22/02/202123:40:32

Kleenex

Daniel Castro Jiménez Artículo

Artículo

22/02/202123:40:32

En el ajedrez a veces es necesario sacrificar un alfil para evitar que el Rey enroque. En política esta jugada está prevista cuando entre iguales se generan condiciones de aniquilación al contrario.
Ayer se buriló un intento de “sacrificio” con la aparición en medios del diputado plurinominal perredista Agustín Silva Vidal y 22 desconocidos, de los cuales sólo le llegaron seis.
Los políticos “desechables” tradicionalmente en México son sexenales, aparecen con un gobierno y se van con él. Los hay quienes ya caminan en el eterno oriente, pero nadie les ha dicho que son auténticos cadáveres.
Una renuncia al PRD, pero sin renunciar a la bancada legislativa, terminó por quitarle seriedad y liberar presión perredista.
En el PRD la postulación de Manuel Andrade Díaz, como candidato a la Alcaldía de Centro, no generó el impacto que se esperaba. Cuando menos en redes sociales las descalificaciones sumaron nueve de diez, si bien le fue.
El ex gobernador será un excelente candidato mediático. Dará nota sin lugar a dudas, pero las reacciones de adentro y de afuera del Sol Azteca continuaban hasta ayer por la mañana sin ser favorables a su candidatura.
Hasta que apareció Silva.
La renuncia al PRD de Agustín Silva Vidal pasó a convertirse en una “válvula de presión” en medio de tres impugnaciones a la candidatura del ex gobernador.
El argumento es sencillo: es precisamente el diputado ASV, el último de los reductos del “nuñismo”, cuya carpeta de corrupciones mantiene congelado el Órgano Superior de Fiscalización del Estado (OSFE) y la propia Auditoría Superior de la Federación (ASF), quien lo investigó por un faltante de cinco mil millones de pesos durante su administración.
Sin pacto o no, Núñez Jiménez y sus escándalos de corrupción será tema obligatorio en el proceso electoral intermedio de junio próximo.
Y Silva ha dado el primer paso para recordarlo.
Sin llegar a ser un auténtico alfil, le juega al pañuelo de cajita.

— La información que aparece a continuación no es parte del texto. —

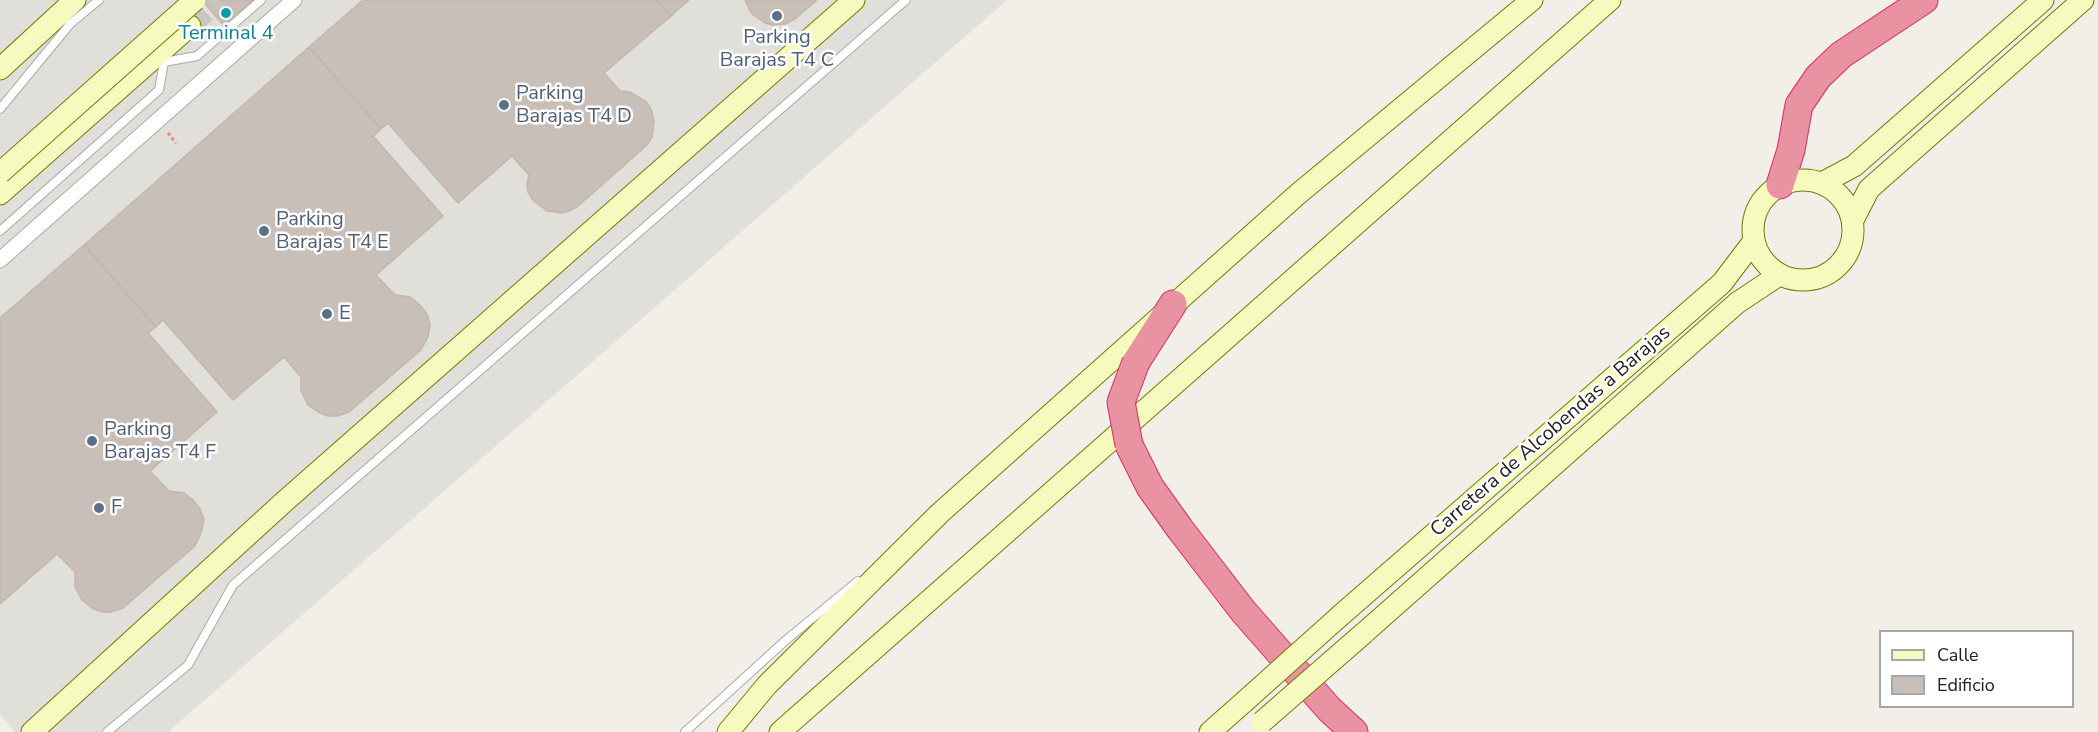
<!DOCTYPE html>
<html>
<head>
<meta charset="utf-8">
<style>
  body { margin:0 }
  #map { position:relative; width:2098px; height:732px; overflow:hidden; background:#f2efe9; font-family:"Nunito Sans",sans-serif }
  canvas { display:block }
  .legend { position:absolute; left:1879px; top:630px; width:195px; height:78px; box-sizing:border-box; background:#fff; border:2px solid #a7a7a7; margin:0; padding:8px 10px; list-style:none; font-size:18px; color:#222 }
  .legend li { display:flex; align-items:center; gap:12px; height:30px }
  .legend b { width:30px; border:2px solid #a7a7a7 }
</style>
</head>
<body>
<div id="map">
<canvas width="2098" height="732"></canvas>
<ul class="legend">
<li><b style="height:8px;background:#f7fabf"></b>Calle</li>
<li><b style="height:16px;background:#c7bfb8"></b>Edificio</li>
</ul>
</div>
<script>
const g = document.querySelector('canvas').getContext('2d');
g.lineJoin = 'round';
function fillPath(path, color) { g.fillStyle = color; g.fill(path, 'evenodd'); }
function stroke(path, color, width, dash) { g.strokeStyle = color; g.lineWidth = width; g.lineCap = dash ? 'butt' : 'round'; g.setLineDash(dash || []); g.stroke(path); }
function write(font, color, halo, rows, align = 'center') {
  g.font = font + ' "Nunito Sans",sans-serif'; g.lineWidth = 5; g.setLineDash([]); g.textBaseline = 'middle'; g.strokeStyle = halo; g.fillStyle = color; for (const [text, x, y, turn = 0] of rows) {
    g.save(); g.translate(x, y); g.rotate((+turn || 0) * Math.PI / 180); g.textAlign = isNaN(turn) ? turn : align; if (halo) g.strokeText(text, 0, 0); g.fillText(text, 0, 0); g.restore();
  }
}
fillPath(new Path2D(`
  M0,0H1007L168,732H15L0,715Z`), '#e1dfda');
const building = new Path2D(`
  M202,0H253L224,26Z
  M363,0H656L671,16L604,73L620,91L630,92L646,102L651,109L654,121L652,137L647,145L577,207L569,211L562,213L547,211L533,200L528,192L527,184L529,175L512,156L458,203L388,123L381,129L309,47Z
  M656,0H689L671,16Z
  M745,0H817L795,19L785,24L773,25L765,23L751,13Z
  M309,47L381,129L373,136L443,216L376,275L395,295L410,297L419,304L427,314L430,325L428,337L421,350L349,412L337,416H328L318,412L308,405L301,391V377L284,357L233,400L163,320L156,327L84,245Z
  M84,245L156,327L148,333L217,412L150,471L169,491L184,493L193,500L200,509L204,520L201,533L195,546L123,608L111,612H102L92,608L82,600L75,587V572L57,554L0,604V318Z`);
fillPath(building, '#c7bfb8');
stroke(building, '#c4b6ab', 1.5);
stroke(new Path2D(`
  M190,26L219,0`), '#c8c6c1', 21, [21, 10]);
const lane = new Path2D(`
  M0,109L70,24L99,0
  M0,231L159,90L164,62L197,56L261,0
  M107,732L188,665L233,585L906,0
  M685,732L786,640L858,581`);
const street = new Path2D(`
  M0,260L294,0`);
const secondary = new Path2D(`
  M0,69L75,0
  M1753 230a50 50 0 1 1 100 0a50 50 0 1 1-100 0Z
  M1822,183L1854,166L2043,0
  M0,194L190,26
  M1853,220L1869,189L2083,0
  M1341,615L1722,283L1753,242
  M1364,633L1737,303L1779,275
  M32,732L285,501L854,0
  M728,732L767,685L940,513L1298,194L1532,0
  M780,732L1610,0
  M1210,732L1244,702`);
const highway = new Path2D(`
  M1780,185L1791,150L1799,105L1818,77L1841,55L1924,0
  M1136,362L1173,304
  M1129,445L1150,487L1180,529L1243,611L1329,709L1354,732`);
stroke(lane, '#a9a9a9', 10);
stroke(street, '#a9a9a9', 17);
stroke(secondary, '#707d05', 23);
stroke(highway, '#dc2a67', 29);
stroke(new Path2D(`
  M168,133L176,143`), '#fa8072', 3, [3, 3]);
stroke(lane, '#fff', 8);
stroke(street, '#fff', 15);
stroke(secondary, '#f7fabf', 21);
stroke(highway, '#e892a2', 27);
const secondaryBridge = new Path2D(`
  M0,173L195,0
  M1244,702L1341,615
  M1262,722L1364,633`);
const highwayBridge = new Path2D(`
  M1129,445L1121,402L1136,362`);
stroke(secondaryBridge, '#707d05', 23, []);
stroke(highwayBridge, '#dc2a67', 29, []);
stroke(secondaryBridge, '#f7fabf', 21);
stroke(highwayBridge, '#e892a2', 27);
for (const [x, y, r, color] of [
  [226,13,6,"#0f9aa8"],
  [777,16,6,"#5c6f8a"],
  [504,105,6,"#5c6f8a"],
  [264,231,6,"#5c6f8a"],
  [327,314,6,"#5c6f8a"],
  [92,441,6,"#5c6f8a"],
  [99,508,6,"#5c6f8a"]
]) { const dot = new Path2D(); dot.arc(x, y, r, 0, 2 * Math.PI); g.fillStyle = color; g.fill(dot); stroke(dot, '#fff', 2); }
write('20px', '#0d838f', '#fff', [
  ["Terminal 4",226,34]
]);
write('20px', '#4e5e75', '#fff', [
  ["Parking",777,38,"center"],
  ["Barajas T4 C",777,61,"center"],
  ["Parking",516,94],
  ["Barajas T4 D",516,117],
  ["Parking",276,220],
  ["Barajas T4 E",276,243],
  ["E",339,314],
  ["Parking",104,430],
  ["Barajas T4 F",104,453],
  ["F",111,508]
], 'left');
write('20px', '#222', '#fff', [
  ["Carretera de Alcobendas a Barajas",1551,432,-41]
]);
</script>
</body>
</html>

KYBALIÓN.- Un regalo para sus intentos de detractores fue sin lugar a dudas el éxito de las conferencias sobre los primeros 100 días de la reforma laboral realizado por el magistrado presidente Enrique Priego Oropeza y reconocido por los tribunales superiores de Justicia (TSJ) de Campeche, Chiapas, Estado de México, Durango, San Luis Potosí y Zacatecas.
Con propuestas que significan luz y camino para los operadores de este sistema de justicia, ya en vigor en siete entidades de México, se convirtió en un auténtico tapabocas a quienes desde la oscuridad pretendieron -sin conseguirlo- manchar una integridad construida a lo largo de los años con experiencia, honradez e integridad.